| Problem requirements |
Look below and pull out each line with the word "north".

| Records for the task |

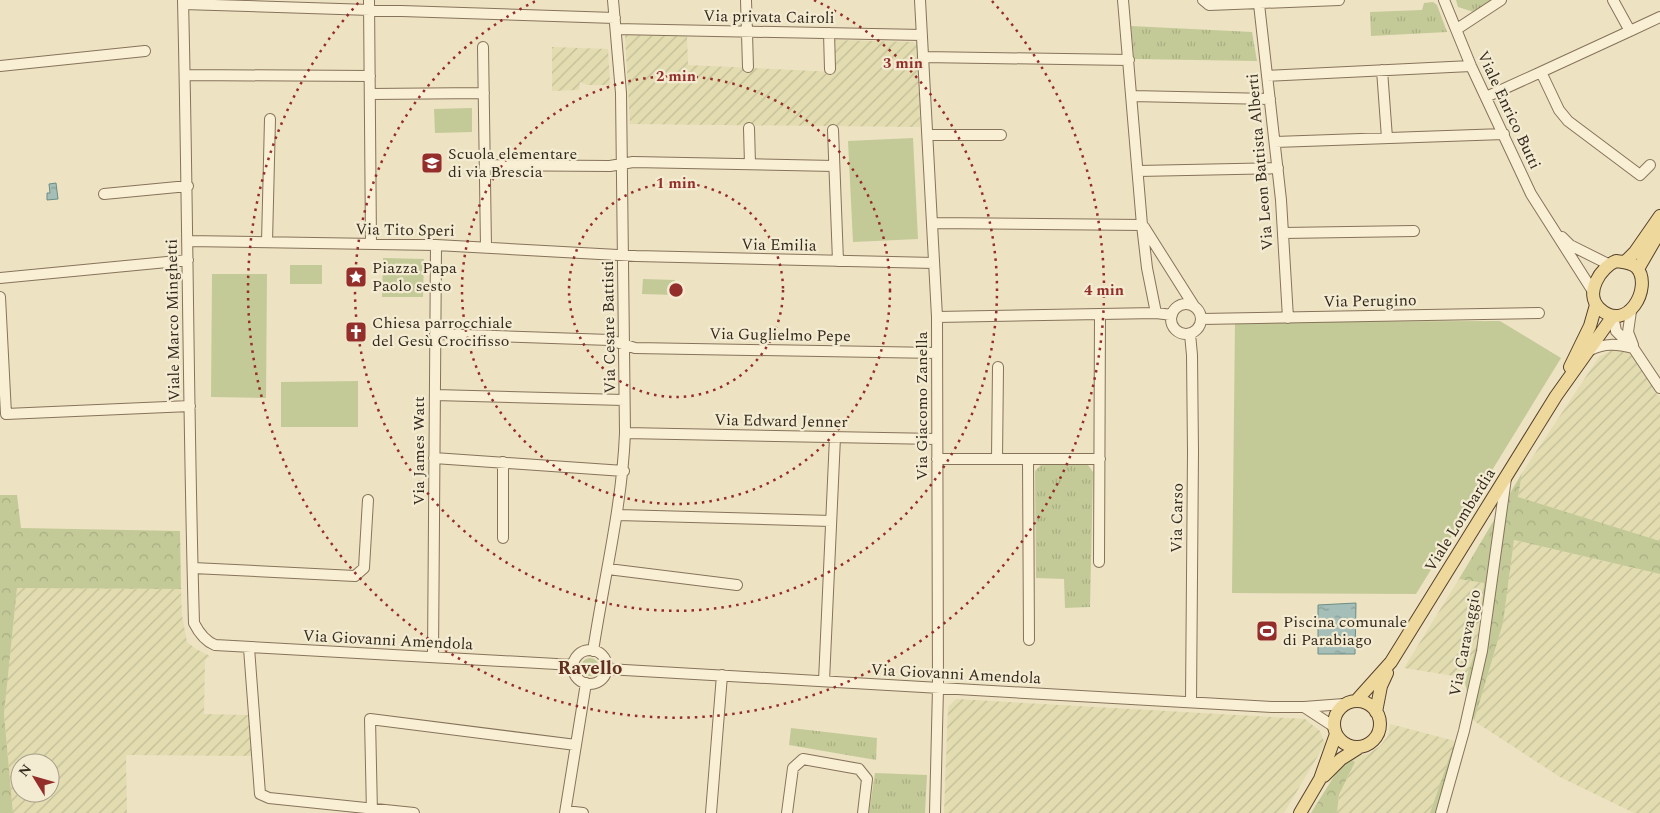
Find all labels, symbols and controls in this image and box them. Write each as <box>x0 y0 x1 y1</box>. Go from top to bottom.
street label: Via privata Cairoli <box>703 4 835 30</box>
street label: Viale Enrico Butti <box>1471 47 1547 173</box>
text: 3 min <box>883 52 923 75</box>
text: 2 min <box>656 65 696 88</box>
street label: Via Leon Battista Alberti <box>1240 72 1280 252</box>
place label: Scuola elementare di via Brescia <box>448 142 577 184</box>
school or university icon: Scuola elementare di via Brescia <box>420 151 444 175</box>
text: 1 min <box>656 172 696 195</box>
street label: Via Tito Speri <box>355 217 455 243</box>
street label: Via Emilia <box>741 232 817 258</box>
street label: Viale Marco Minghetti <box>160 239 186 401</box>
place label: Piazza Papa Paolo sesto <box>372 256 457 298</box>
street label: Via Cesare Battisti <box>596 260 622 394</box>
place icon: Piazza Papa Paolo sesto <box>344 265 368 289</box>
text: 4 min <box>1084 279 1124 302</box>
centre of rings <box>667 281 685 299</box>
street label: Via Perugino <box>1323 288 1417 314</box>
place label: Chiesa parrocchiale del Gesù Crocifisso <box>372 311 513 353</box>
church icon: Chiesa parrocchiale del Gesù Crocifisso <box>344 320 368 344</box>
street label: Via Guglielmo Pepe <box>709 322 851 348</box>
street label: Via Giacomo Zanella <box>910 331 934 480</box>
street label: Via James Watt <box>407 396 431 506</box>
street label: Via Edward Jenner <box>714 408 848 434</box>
street label: Viale Lombardia <box>1418 463 1502 577</box>
street label: Via Carso <box>1164 483 1190 553</box>
street label: Via Caravaggio <box>1443 587 1487 699</box>
place label: Piscina comunale di Parabiago <box>1283 610 1407 652</box>
sports icon: Piscina comunale di Parabiago <box>1255 619 1279 643</box>
street label: Via Giovanni Amendola <box>302 624 474 656</box>
district label: Ravello <box>558 654 622 683</box>
street label: Via Giovanni Amendola <box>870 658 1042 690</box>
north arrow <box>10 753 60 803</box>
text: N <box>13 760 37 781</box>

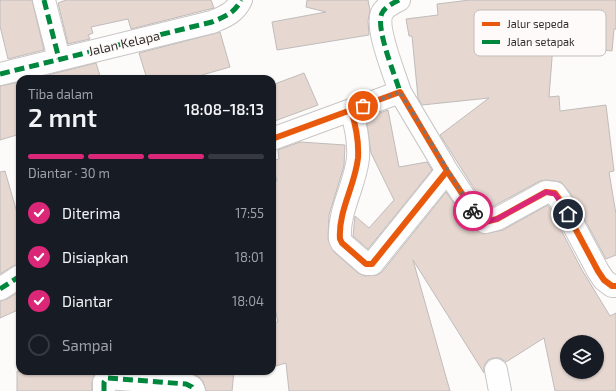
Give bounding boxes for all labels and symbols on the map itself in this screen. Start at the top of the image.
legend [474,10,606,56]
text: Jalur sepeda [507,17,569,30]
street label: Jalan Kelapa [87,27,161,59]
text: Jalan setapak [507,35,575,48]
pin [346,89,380,123]
courier [453,191,493,231]
pin [551,197,585,231]

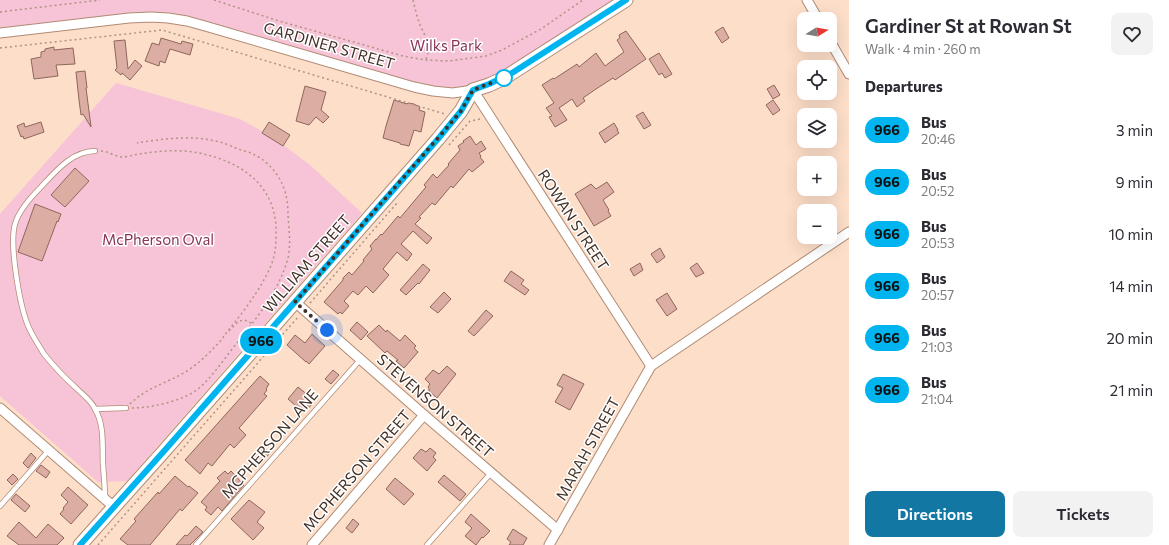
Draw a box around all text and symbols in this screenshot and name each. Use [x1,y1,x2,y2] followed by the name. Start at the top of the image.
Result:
[797,12,837,52] north arrow
[797,12,837,244] map controls
[1111,13,1153,55] button: heart
[865,14,1072,37] text: Gardiner St at Rowan St
[262,18,397,72] street label: GARDINER STREET
[410,36,482,54] park label: Wilks Park
[865,41,981,57] text: Walk · 4 min · 260 m
[797,60,837,100] button: locate
[495,69,513,87] unlabelled marker
[865,77,943,95] text: Departures
[797,108,837,148] button: layers
[921,113,946,131] text: Bus
[874,121,900,138] text: 966
[1116,121,1153,139] text: 3 min
[921,131,955,147] text: 20:46
[797,156,837,196] button: +
[921,165,946,183] text: Bus
[535,166,613,273] street label: ROWAN STREET
[874,173,900,190] text: 966
[1115,173,1153,191] text: 9 min
[921,183,954,199] text: 20:52
[797,204,837,244] button: −
[259,210,354,316] street label: WILLIAM STREET
[921,217,946,235] text: Bus
[874,225,900,242] text: 966
[1108,225,1153,243] text: 10 min
[102,230,214,248] park label: McPherson Oval
[921,235,955,251] text: 20:53
[921,269,946,287] text: Bus
[874,277,900,294] text: 966
[1109,277,1153,295] text: 14 min
[921,287,954,303] text: 20:57
[317,320,337,340] your location
[921,321,946,339] text: Bus
[238,328,284,354] line badge: 966
[874,329,900,346] text: 966
[1107,329,1153,347] text: 20 min
[248,332,274,349] text: 966
[921,339,953,355] text: 21:03
[374,350,498,461] street label: STEVENSON STREET
[921,373,946,391] text: Bus
[874,381,900,398] text: 966
[1110,381,1153,399] text: 21 min
[217,385,321,501] street label: MCPHERSON LANE
[921,391,953,407] text: 21:04
[551,394,623,503] street label: MARAH STREET
[299,406,414,535] street label: MCPHERSON STREET
[865,491,1005,537] button: Directions
[1013,491,1153,537] button: Tickets

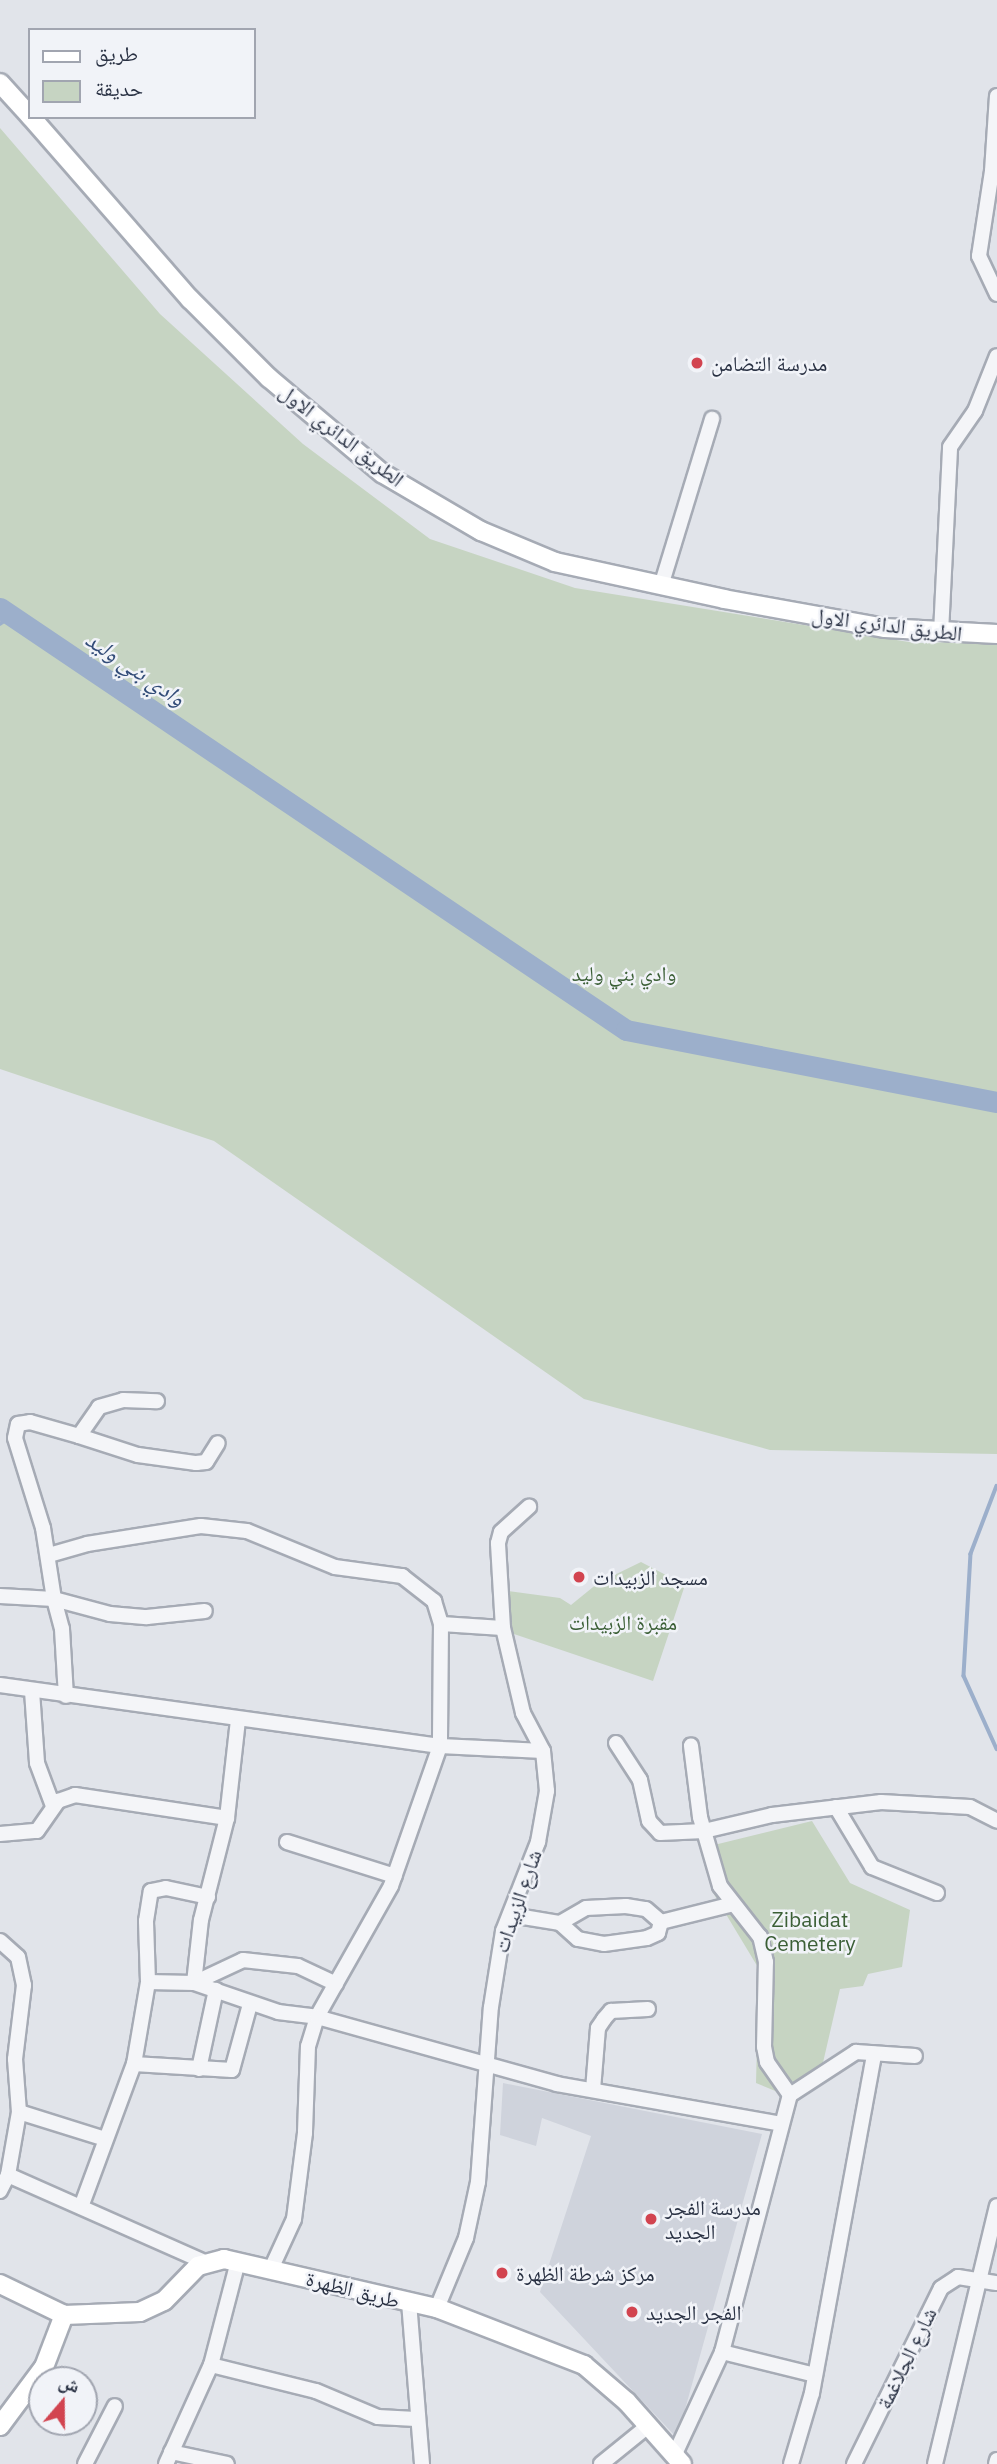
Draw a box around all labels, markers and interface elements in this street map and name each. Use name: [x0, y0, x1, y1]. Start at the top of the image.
legend: [28, 28, 256, 119]
text: طريق: [95, 39, 138, 67]
text: حديقة: [95, 74, 143, 102]
place label: مدرسة التضامن: [711, 350, 827, 376]
marker: مدرسة التضامن: [689, 355, 705, 371]
street label: الطريق الدائري الاول: [275, 378, 409, 492]
street label: الطريق الدائري الاول: [810, 602, 964, 646]
water label: وادي بني وليد: [81, 625, 191, 711]
park label: وادي بني وليد: [572, 960, 676, 986]
place label: مسجد الزبيدات: [593, 1564, 708, 1590]
marker: مسجد الزبيدات: [571, 1569, 587, 1585]
park label: مقبرة الزبيدات: [569, 1609, 677, 1635]
street label: شارع الزبيدات: [488, 1846, 546, 1956]
park label: Zibaidat Cemetery: [764, 1906, 856, 1956]
place label: مدرسة الفجر الجديد: [665, 2194, 761, 2244]
marker: مدرسة الفجر الجديد: [643, 2211, 659, 2227]
place label: مركز شرطة الظهرة: [516, 2260, 655, 2286]
street label: طريق الظهرة: [304, 2265, 402, 2313]
marker: مركز شرطة الظهرة: [494, 2265, 510, 2281]
place label: الفجر الجديد: [646, 2299, 742, 2325]
street label: شارع الجلاغمة: [871, 2303, 941, 2413]
marker: الفجر الجديد: [624, 2304, 640, 2320]
north arrow: [28, 2366, 98, 2436]
text: ش: [56, 2368, 83, 2398]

| Response box |
north arrow <box>10 753 60 803</box>
[797,12,837,52] north arrow
north arrow: [28, 2366, 98, 2436]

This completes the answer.